Toutefois, le principal frein au développement de la jeune entreprise est la limite de ses capacités de production actuelles : l’atelier de Mauléon ne peut fournir que 80 000 paires de Payote par an alors que, selon Olivier Gelly, sa marque pourrait en vendre dix à 15 fois plus… A quand un atelier catalan?

 

Un salon pour mettre à l’honneur le Fabriqué en France

Le salon MIF Expo, le salon du made in France tient sa neuvième édition à Paris Expo – Porte de Versailles du 11 au 14 novembre 2021. 815 exposants sont annoncés, représentant tous les secteurs d’activité : mode et accessoires, mobilier, gastronomie, cosmétique, enfance…

 

La fondatrice de l’Atelier Missegle, Myriam Joly (à dr), honorée par le Grand prix du public au salon MIF Expo 2021

Le tricoteur tarnais Missegle Grand prix du public MIF Expo 2021

Installé à Burlats, près de Castres dans le Tarn, l’atelier de tricotage Missegle réalise des vêtements et accessoires en fibres naturelles, animales ou végétales.

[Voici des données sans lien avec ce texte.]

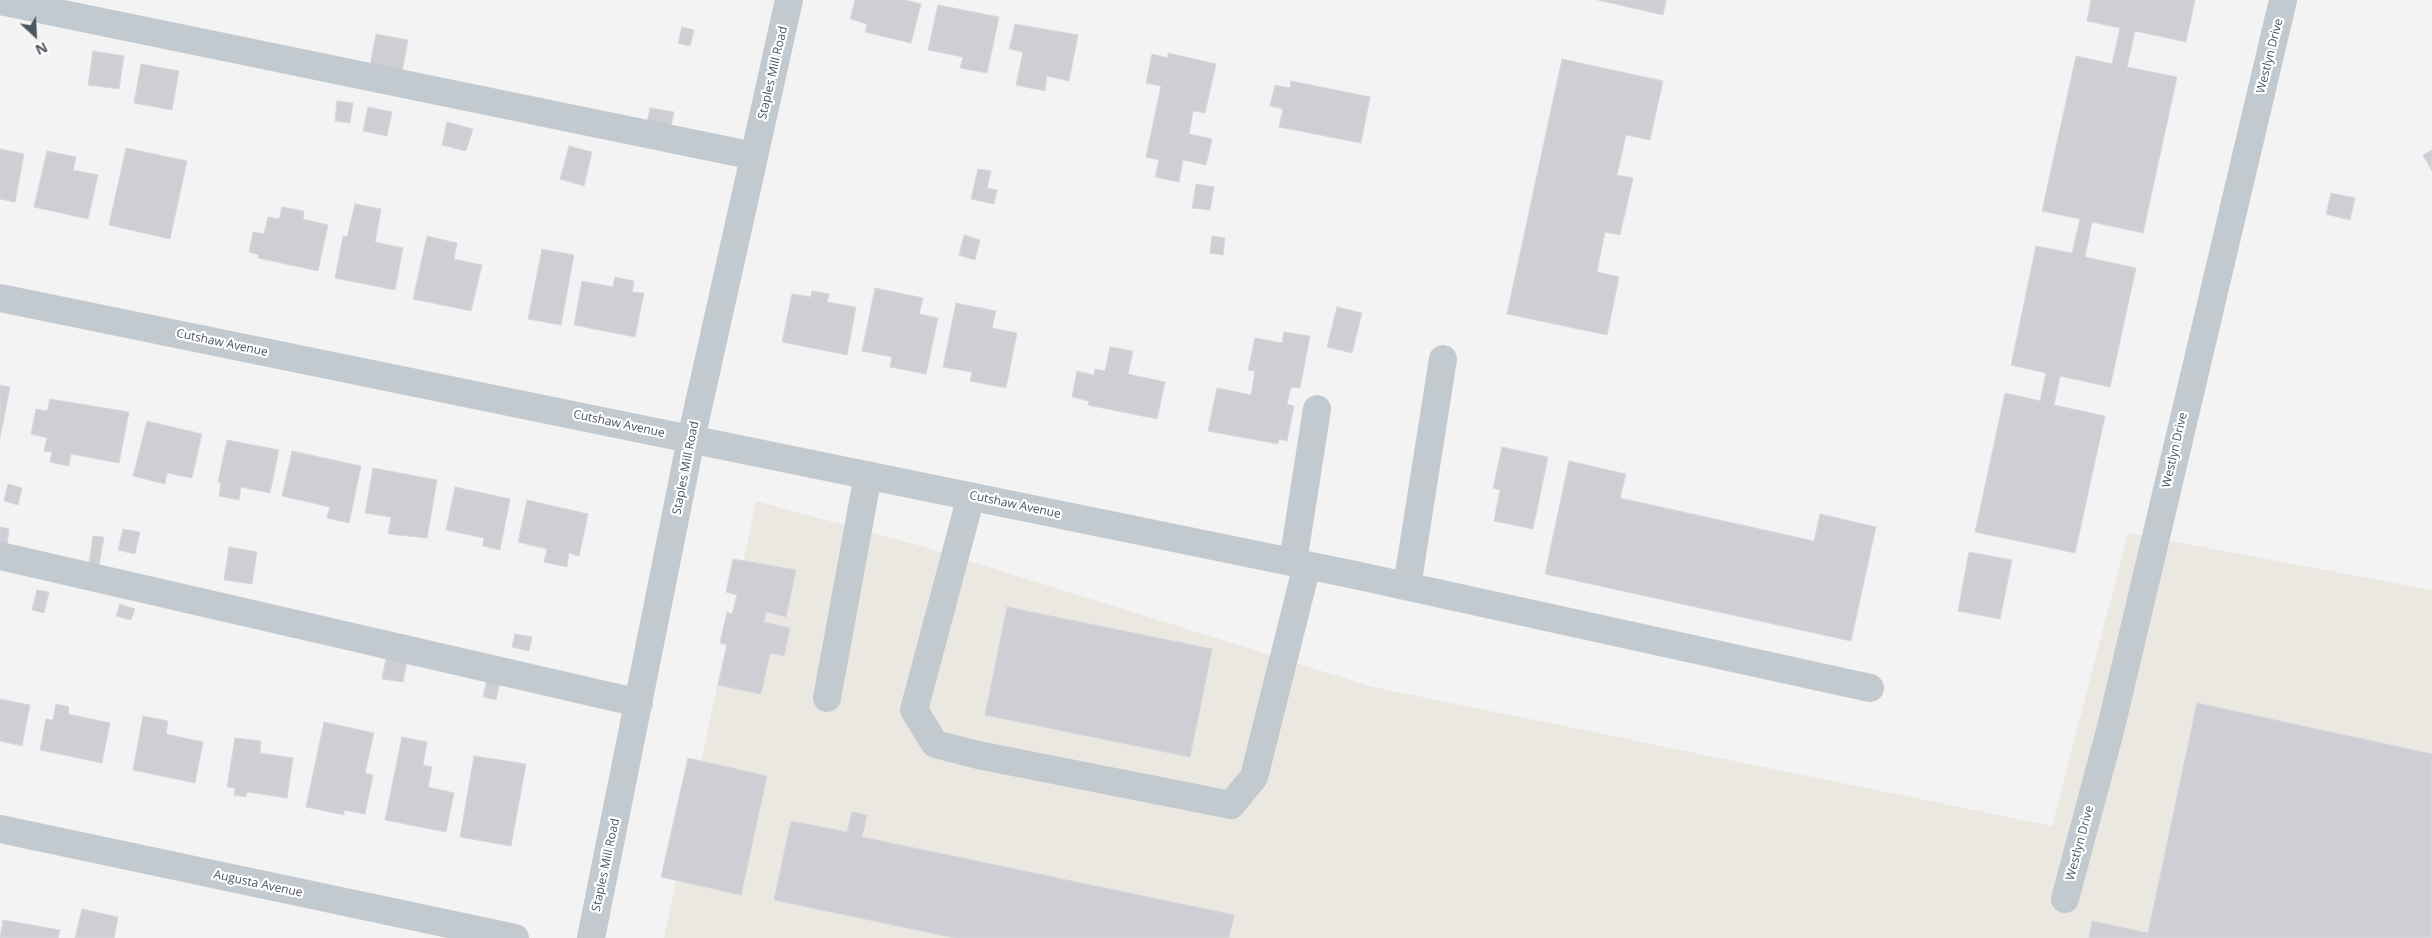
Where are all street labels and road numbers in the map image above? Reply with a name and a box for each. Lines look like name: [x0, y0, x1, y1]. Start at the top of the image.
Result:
street label: Westlyn Drive: [2254, 17, 2286, 95]
street label: Staples Mill Road: [755, 25, 791, 121]
street label: Cutshaw Avenue: [175, 326, 269, 360]
street label: Cutshaw Avenue: [572, 407, 666, 441]
street label: Westlyn Drive: [2159, 411, 2191, 489]
street label: Staples Mill Road: [670, 420, 702, 516]
street label: Cutshaw Avenue: [968, 488, 1062, 522]
street label: Westlyn Drive: [2063, 804, 2097, 882]
street label: Staples Mill Road: [589, 817, 623, 913]
street label: Augusta Avenue: [212, 868, 304, 900]

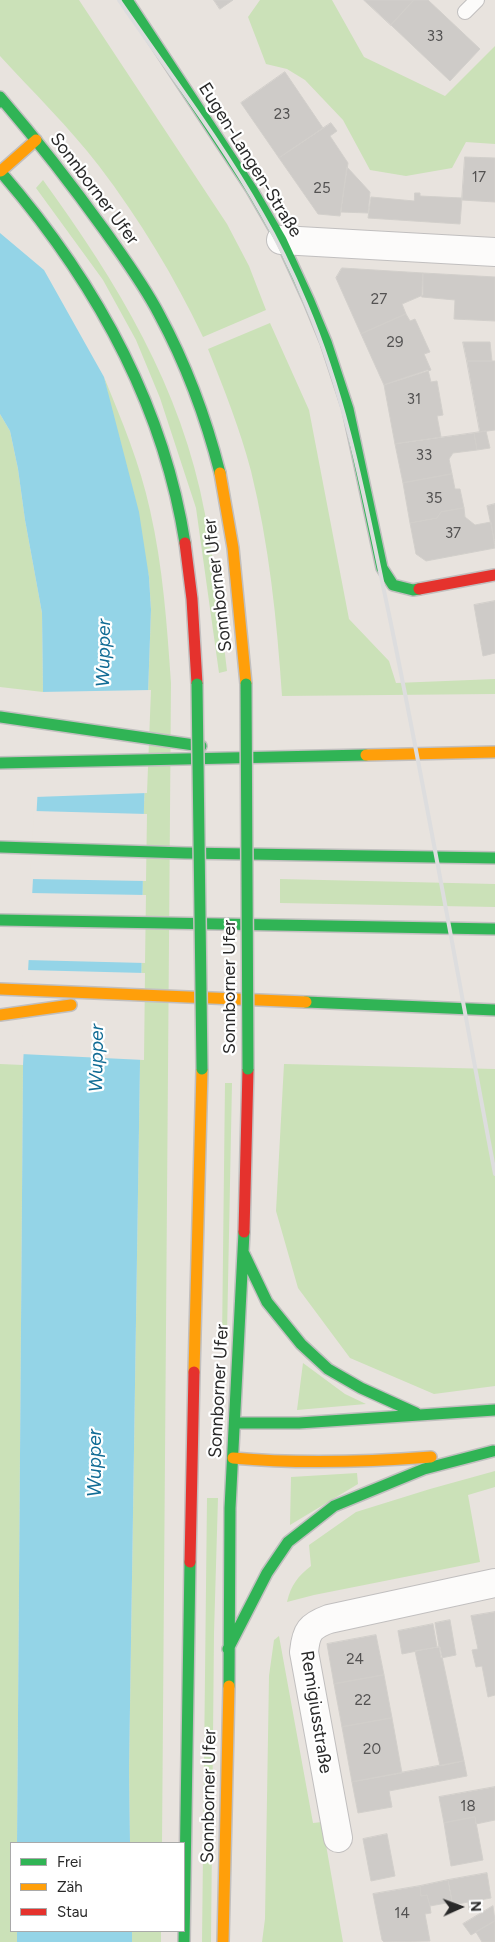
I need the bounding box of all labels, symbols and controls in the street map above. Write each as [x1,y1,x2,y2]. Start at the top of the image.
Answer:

L’aventure de l’atelier Missegle débute en 1983 quand sa fondatrice, Myriam Joly, jeune ingénieure agronome fraichement diplômée, alors âgée de 26 ans, s’installe à la ferme de Missegle, dans le Tarn. Elle y élève un troupeau de chèvres angora pour se lancer dans la production du Mohair. Elle entraîne à ses côtés une poignée d’éleveurs passionnés, qui donnent naissance à la filière du Mohair français et se regroupent au sein d’une coopérative.

Myriam se passionne très vite pour la production et la vente directe, afin de resserrer le lien entre producteur et consommateur. Au fil des années, elle ajoute à son activité d’élevage la fabrication de vêtements, reprenant notamment deux ateliers voisins en faillite, afin de sauver l’emploi local. Ainsi est né l’Atelier Missegle – qui compte aujourd’hui une soixantaine de salariés – labellisé Entreprise du patrimoine vivant (EPV).

Au sein de cette entreprise familiale, Myriam Joly est accompagnée au quotidien depuis 2012  par deux de ses trois fils, Olivier et Gaëtan.

Soucieux  de préserver l’environnement, l’Atelier Missegle a décidé de ne fabriquer qu’en petite quantité pour ne pas sur-stocker.  La production s’effectue sans déchets grâce aux métiers à tricoter en
3D qui limitent les chutes de laine. Les vêtements qui présentent des défauts sont détricotés. Les emballages, en papier ou carton uniquement, sont entièrement recyclés –et recyclables. Grâce à des panneaux photovoltaïques, l’atelier produit la moitié de l’énergie qu’il consomme.

L’Atelier Missegle est en cours de certification pour l’obtention du label Origine France Garantie et du label de la mode écoresponsable Slow WeAre.